Records from a data source:

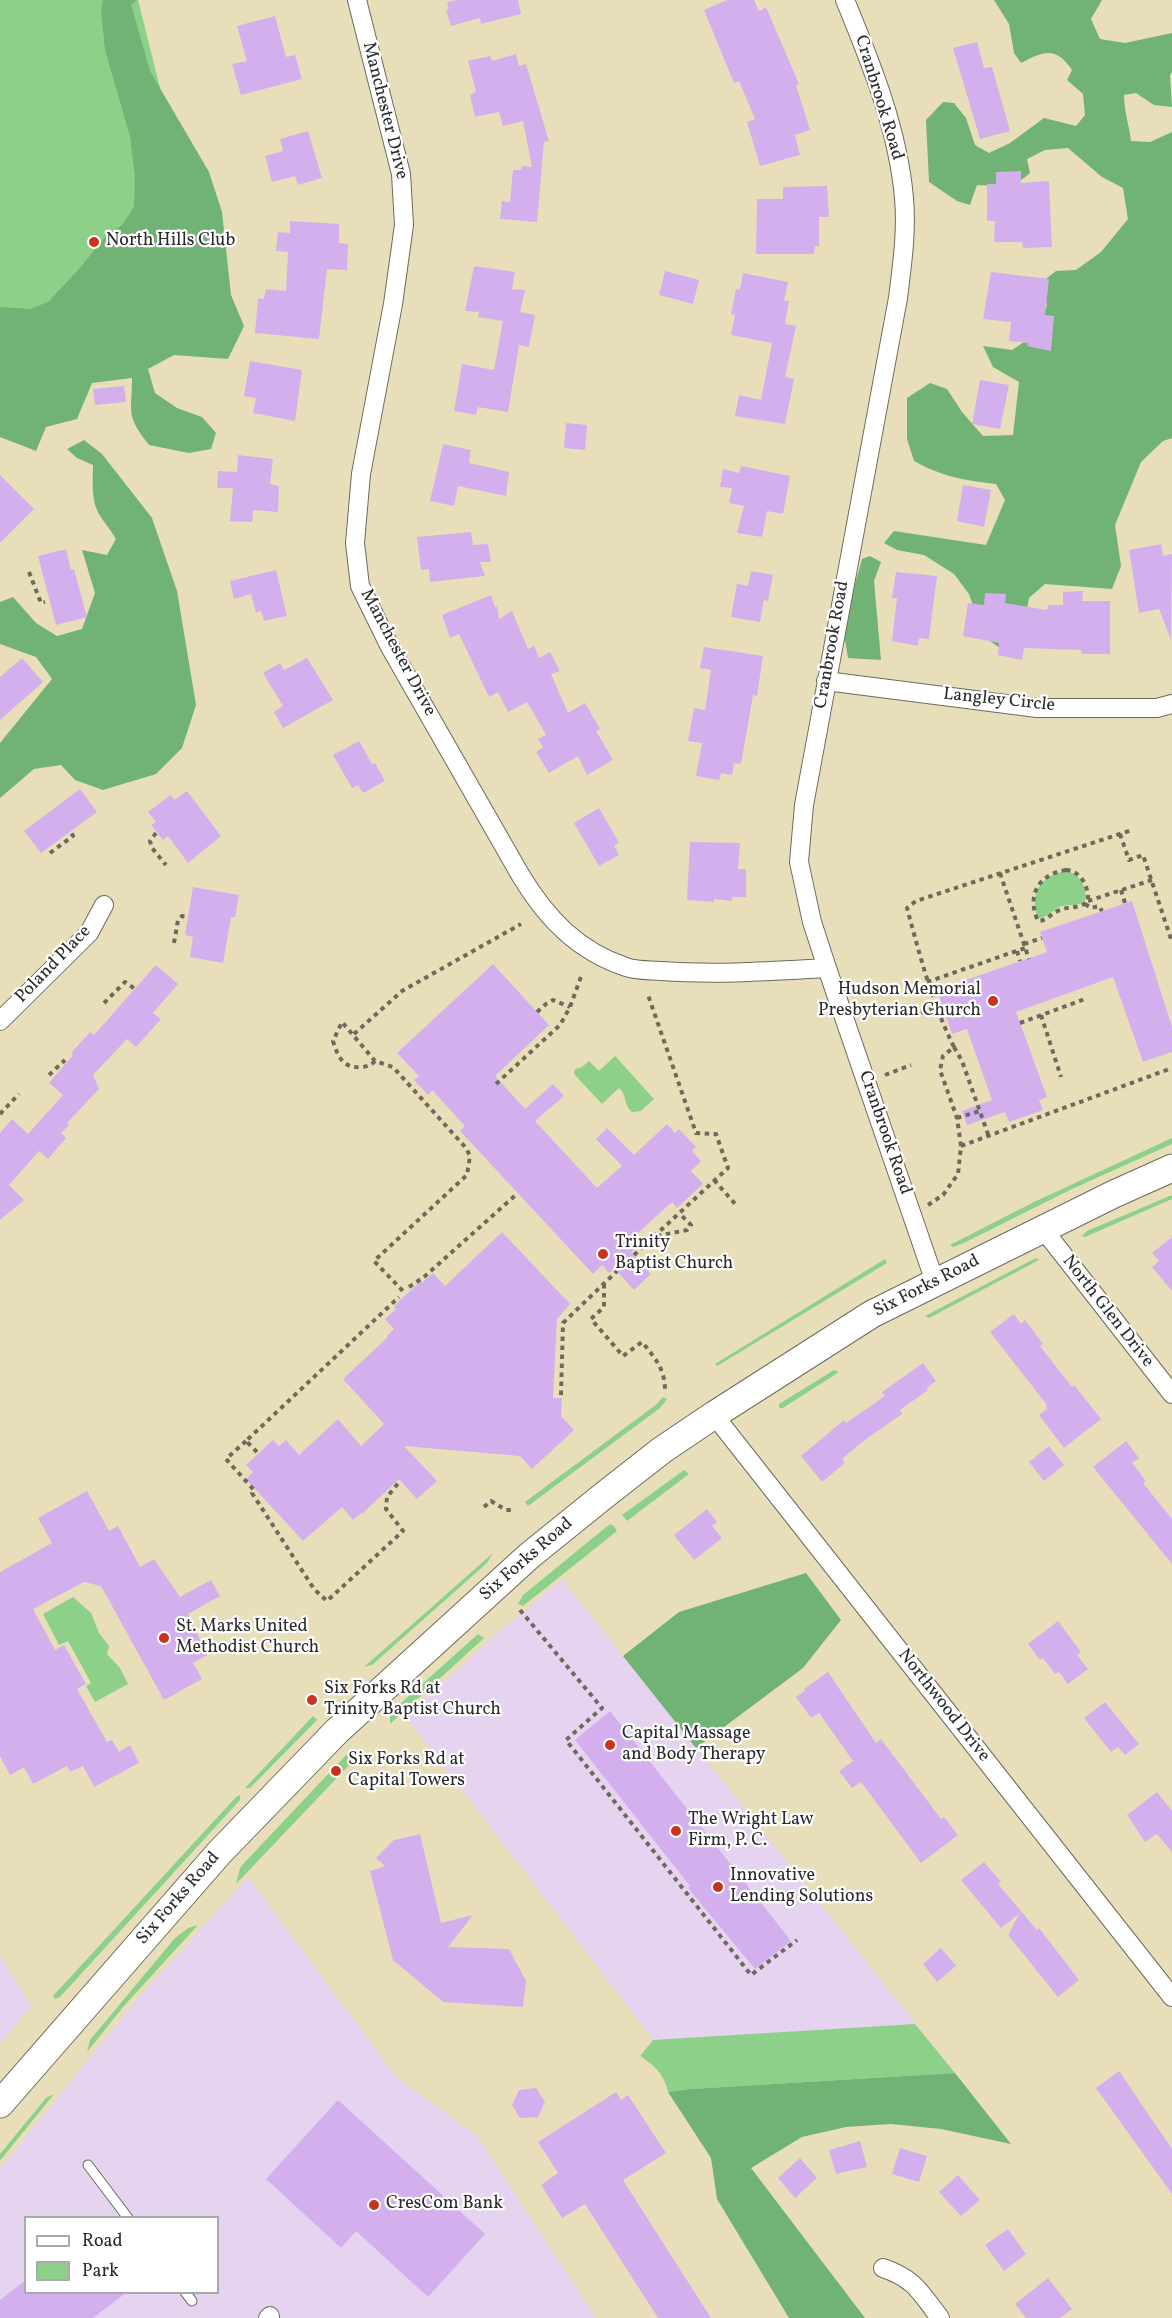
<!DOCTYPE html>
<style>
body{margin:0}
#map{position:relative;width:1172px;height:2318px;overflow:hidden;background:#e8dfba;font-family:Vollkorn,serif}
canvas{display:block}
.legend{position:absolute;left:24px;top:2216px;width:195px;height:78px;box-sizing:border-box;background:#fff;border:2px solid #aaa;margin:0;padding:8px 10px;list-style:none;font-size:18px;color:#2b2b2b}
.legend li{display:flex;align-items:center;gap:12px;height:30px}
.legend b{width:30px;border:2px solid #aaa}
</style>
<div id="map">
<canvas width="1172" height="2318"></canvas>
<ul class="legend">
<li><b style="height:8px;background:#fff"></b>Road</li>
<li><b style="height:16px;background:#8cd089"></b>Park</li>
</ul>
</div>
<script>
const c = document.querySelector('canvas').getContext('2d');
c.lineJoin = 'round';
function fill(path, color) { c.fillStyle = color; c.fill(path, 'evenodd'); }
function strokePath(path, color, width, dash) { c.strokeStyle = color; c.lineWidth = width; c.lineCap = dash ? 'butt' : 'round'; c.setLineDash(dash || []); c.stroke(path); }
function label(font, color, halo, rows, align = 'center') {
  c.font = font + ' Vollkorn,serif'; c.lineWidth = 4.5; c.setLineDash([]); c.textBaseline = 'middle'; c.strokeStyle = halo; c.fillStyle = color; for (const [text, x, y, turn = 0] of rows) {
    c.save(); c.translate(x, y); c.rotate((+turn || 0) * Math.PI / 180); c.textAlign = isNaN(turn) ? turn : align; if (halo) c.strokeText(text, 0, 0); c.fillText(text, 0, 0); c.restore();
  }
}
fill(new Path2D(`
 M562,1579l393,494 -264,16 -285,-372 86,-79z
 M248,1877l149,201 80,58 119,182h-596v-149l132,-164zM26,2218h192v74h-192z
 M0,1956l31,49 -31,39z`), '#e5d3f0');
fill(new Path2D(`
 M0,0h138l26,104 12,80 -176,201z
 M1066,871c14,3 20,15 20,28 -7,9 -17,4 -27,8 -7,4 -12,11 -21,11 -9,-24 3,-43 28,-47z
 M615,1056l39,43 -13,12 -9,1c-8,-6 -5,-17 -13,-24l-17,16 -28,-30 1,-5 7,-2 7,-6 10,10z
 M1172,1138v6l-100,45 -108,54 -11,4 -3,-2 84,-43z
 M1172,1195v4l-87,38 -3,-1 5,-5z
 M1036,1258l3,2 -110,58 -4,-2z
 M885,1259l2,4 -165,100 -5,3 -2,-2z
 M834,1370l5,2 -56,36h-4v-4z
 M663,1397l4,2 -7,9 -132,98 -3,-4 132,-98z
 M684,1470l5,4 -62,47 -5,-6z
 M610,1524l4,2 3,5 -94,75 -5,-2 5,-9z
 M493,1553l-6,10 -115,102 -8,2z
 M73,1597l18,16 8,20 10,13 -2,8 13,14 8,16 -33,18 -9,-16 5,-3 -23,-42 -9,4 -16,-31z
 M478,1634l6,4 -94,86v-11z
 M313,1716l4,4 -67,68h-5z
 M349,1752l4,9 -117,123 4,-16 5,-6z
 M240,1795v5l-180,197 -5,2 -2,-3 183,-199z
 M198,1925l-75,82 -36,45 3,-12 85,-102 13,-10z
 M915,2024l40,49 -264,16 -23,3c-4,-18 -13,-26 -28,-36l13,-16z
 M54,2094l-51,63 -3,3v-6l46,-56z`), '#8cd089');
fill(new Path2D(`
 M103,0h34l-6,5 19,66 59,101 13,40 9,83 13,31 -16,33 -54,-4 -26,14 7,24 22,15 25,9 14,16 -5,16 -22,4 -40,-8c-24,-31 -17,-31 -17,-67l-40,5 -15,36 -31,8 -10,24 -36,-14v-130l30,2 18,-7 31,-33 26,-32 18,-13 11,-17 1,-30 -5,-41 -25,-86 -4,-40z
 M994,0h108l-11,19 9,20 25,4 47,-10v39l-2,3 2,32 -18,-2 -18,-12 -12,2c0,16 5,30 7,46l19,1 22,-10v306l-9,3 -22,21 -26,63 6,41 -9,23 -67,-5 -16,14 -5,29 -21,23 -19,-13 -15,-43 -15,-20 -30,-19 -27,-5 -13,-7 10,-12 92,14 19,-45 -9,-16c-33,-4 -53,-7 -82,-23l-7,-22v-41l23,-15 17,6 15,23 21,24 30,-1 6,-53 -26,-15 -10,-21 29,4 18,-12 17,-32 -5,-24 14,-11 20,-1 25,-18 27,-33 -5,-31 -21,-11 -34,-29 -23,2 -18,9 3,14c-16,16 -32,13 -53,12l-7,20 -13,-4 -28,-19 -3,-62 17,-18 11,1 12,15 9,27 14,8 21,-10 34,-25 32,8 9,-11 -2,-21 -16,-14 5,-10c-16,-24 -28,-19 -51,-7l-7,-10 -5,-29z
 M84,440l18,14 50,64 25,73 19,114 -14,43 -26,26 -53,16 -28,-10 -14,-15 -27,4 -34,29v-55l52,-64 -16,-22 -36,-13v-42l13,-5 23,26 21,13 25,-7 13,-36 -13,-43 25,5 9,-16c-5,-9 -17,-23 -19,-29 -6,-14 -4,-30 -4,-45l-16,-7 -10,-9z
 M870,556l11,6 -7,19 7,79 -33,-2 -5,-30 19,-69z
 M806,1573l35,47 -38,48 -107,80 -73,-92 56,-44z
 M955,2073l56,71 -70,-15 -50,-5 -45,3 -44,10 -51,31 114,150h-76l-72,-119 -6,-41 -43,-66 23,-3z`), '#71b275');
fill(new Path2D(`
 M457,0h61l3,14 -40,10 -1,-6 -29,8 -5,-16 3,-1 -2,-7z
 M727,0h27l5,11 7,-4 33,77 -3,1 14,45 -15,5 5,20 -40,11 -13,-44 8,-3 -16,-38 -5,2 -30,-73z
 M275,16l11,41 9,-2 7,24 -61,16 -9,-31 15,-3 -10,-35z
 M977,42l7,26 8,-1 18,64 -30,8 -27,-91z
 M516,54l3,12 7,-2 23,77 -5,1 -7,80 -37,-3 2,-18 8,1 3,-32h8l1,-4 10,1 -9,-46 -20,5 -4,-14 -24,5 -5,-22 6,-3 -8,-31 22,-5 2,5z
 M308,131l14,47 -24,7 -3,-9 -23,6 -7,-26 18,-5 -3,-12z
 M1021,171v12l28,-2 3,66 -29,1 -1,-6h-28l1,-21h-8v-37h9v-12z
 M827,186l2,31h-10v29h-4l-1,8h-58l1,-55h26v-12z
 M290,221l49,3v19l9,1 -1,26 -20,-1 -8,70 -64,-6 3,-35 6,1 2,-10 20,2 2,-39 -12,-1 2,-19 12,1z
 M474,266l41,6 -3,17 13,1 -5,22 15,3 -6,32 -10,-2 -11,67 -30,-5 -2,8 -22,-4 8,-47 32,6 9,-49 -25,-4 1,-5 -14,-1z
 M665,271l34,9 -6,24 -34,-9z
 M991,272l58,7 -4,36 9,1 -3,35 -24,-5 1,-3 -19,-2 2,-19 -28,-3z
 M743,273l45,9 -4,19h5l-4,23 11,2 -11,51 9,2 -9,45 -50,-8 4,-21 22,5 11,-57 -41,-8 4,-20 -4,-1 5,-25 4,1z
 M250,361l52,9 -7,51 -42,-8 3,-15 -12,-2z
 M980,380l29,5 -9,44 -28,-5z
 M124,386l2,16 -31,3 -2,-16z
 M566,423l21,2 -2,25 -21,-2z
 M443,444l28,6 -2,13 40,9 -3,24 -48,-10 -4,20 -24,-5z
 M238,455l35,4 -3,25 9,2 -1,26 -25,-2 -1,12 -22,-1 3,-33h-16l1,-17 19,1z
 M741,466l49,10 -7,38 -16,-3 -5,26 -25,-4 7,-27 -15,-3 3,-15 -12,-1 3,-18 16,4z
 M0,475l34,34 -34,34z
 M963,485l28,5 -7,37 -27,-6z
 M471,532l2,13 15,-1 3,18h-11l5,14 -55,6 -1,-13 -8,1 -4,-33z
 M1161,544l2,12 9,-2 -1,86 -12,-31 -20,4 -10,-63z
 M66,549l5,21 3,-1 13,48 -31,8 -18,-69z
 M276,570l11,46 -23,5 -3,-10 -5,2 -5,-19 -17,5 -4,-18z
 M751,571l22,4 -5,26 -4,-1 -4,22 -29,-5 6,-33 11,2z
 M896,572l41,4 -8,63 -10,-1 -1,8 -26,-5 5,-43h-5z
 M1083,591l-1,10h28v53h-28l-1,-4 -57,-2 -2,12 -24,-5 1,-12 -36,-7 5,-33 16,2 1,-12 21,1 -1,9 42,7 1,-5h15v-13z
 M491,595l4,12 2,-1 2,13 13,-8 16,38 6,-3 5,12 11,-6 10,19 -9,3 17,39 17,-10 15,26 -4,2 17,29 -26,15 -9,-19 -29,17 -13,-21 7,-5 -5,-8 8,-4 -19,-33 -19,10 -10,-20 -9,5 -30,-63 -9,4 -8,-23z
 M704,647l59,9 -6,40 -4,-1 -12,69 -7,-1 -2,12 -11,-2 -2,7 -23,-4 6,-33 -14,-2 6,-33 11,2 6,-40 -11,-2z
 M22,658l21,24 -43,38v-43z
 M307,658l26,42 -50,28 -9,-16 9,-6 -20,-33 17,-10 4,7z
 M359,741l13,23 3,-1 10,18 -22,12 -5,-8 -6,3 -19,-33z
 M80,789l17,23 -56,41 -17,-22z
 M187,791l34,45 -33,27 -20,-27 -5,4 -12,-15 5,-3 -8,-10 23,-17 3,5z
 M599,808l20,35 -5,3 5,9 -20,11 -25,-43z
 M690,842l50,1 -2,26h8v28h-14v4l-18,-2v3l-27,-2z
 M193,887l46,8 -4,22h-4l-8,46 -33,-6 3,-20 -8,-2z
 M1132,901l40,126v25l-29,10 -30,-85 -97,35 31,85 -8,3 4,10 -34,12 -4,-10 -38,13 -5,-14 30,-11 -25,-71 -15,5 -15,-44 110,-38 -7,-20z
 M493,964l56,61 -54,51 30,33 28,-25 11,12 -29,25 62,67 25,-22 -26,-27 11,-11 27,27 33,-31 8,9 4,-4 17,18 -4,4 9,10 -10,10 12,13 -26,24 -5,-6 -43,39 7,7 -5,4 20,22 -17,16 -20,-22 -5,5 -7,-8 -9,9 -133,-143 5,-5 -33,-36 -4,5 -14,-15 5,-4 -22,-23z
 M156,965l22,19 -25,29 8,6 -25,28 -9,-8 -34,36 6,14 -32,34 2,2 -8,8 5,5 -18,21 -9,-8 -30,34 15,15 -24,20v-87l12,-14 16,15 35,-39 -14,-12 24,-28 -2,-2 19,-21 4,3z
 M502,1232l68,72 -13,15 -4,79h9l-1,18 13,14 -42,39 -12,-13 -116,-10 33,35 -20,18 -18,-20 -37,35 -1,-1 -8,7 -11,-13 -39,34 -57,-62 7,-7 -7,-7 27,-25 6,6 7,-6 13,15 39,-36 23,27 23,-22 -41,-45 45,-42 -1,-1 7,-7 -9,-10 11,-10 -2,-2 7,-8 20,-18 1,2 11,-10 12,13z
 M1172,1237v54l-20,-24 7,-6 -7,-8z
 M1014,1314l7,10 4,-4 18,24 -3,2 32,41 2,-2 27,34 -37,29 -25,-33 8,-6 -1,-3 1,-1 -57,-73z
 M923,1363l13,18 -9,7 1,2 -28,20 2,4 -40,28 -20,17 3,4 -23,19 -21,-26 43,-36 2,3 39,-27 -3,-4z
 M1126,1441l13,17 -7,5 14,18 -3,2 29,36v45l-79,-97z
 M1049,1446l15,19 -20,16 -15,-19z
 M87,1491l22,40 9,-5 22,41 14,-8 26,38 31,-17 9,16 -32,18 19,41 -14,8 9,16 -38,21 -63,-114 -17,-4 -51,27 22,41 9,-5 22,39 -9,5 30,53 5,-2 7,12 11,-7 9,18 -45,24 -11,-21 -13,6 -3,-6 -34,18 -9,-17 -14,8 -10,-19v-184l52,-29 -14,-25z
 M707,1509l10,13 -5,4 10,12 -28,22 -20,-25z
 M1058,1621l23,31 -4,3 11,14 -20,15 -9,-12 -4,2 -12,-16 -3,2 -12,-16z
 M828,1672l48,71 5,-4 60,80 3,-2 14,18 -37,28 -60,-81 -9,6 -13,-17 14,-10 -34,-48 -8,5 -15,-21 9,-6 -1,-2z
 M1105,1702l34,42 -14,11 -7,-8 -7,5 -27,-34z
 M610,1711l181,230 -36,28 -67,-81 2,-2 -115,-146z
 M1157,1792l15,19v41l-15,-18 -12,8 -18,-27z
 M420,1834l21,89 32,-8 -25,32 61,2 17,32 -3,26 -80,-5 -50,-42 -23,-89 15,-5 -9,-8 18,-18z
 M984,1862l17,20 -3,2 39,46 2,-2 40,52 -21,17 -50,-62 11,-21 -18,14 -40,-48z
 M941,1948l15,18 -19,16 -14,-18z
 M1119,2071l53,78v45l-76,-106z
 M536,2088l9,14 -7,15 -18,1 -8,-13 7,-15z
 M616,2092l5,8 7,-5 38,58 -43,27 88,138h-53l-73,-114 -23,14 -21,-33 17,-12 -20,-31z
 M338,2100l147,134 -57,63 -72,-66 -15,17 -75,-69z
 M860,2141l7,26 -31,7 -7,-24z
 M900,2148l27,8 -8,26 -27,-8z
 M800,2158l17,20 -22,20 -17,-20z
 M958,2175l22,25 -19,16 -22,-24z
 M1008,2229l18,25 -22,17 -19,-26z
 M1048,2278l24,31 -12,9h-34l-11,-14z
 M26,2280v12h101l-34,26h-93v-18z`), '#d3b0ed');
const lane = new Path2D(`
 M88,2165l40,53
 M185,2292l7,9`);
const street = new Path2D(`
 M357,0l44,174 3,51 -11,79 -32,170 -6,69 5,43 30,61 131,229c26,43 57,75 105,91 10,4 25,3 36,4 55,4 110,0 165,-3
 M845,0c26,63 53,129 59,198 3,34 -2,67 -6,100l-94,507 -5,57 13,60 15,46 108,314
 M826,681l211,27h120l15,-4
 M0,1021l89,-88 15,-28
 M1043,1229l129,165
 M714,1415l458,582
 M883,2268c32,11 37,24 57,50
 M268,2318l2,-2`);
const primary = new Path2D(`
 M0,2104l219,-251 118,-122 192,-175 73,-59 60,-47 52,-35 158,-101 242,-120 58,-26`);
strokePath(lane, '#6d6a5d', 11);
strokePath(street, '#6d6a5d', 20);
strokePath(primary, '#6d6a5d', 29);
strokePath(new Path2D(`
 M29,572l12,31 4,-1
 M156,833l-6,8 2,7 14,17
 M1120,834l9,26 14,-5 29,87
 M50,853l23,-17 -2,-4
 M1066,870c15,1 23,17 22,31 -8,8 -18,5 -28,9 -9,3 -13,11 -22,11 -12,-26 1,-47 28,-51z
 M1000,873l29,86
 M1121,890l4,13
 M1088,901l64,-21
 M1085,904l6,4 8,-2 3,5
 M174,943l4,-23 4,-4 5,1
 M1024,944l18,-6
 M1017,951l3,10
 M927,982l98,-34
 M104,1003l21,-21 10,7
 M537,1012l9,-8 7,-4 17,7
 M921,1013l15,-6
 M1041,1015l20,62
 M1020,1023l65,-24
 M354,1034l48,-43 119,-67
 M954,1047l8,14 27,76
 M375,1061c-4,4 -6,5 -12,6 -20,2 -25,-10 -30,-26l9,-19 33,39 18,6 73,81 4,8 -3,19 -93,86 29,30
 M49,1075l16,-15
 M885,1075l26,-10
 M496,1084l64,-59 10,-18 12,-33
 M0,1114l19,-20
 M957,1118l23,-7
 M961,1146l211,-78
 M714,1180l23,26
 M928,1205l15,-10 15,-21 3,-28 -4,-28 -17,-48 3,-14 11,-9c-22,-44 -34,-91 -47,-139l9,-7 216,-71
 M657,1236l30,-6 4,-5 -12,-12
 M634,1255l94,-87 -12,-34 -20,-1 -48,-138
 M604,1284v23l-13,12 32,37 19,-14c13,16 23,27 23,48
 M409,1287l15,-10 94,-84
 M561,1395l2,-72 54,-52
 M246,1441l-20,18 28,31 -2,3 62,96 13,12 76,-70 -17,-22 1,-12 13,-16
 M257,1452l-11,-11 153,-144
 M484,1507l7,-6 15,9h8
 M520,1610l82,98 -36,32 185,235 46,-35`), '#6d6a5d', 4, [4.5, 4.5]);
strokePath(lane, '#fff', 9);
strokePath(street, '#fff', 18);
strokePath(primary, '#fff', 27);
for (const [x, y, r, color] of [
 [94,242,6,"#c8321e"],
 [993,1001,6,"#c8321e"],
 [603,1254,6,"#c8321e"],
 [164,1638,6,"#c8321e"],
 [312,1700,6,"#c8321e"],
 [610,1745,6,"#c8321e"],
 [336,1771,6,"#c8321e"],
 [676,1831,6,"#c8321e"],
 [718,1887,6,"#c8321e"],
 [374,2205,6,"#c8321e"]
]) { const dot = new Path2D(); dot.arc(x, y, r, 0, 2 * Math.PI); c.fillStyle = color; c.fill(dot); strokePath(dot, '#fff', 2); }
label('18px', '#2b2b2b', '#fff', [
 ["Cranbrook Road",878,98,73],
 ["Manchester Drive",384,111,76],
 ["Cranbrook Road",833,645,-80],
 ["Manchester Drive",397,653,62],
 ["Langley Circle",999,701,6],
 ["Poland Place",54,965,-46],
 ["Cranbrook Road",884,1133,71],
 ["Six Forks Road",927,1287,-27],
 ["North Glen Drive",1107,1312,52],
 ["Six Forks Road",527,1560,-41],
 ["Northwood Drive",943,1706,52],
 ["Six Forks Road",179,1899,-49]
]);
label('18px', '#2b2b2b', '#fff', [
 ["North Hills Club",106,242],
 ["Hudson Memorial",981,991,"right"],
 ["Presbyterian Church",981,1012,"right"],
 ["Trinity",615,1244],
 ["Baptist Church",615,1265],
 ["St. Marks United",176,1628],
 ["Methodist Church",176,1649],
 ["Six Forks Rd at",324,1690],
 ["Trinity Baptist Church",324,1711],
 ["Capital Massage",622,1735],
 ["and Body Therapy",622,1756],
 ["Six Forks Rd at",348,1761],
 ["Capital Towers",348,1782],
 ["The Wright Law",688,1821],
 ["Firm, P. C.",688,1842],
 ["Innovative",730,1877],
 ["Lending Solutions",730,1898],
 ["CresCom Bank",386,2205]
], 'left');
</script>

■ Your instructions ■
Starting at the line that contains "M1119,2071l53,78v45l-76,-106z" and stopping after the line that contains "const street = new", write out every line exactly as it appears above, and no other line.

■ Result ■
 M1119,2071l53,78v45l-76,-106z
 M536,2088l9,14 -7,15 -18,1 -8,-13 7,-15z
 M616,2092l5,8 7,-5 38,58 -43,27 88,138h-53l-73,-114 -23,14 -21,-33 17,-12 -20,-31z
 M338,2100l147,134 -57,63 -72,-66 -15,17 -75,-69z
 M860,2141l7,26 -31,7 -7,-24z
 M900,2148l27,8 -8,26 -27,-8z
 M800,2158l17,20 -22,20 -17,-20z
 M958,2175l22,25 -19,16 -22,-24z
 M1008,2229l18,25 -22,17 -19,-26z
 M1048,2278l24,31 -12,9h-34l-11,-14z
 M26,2280v12h101l-34,26h-93v-18z`), '#d3b0ed');
const lane = new Path2D(`
 M88,2165l40,53
 M185,2292l7,9`);
const street = new Path2D(`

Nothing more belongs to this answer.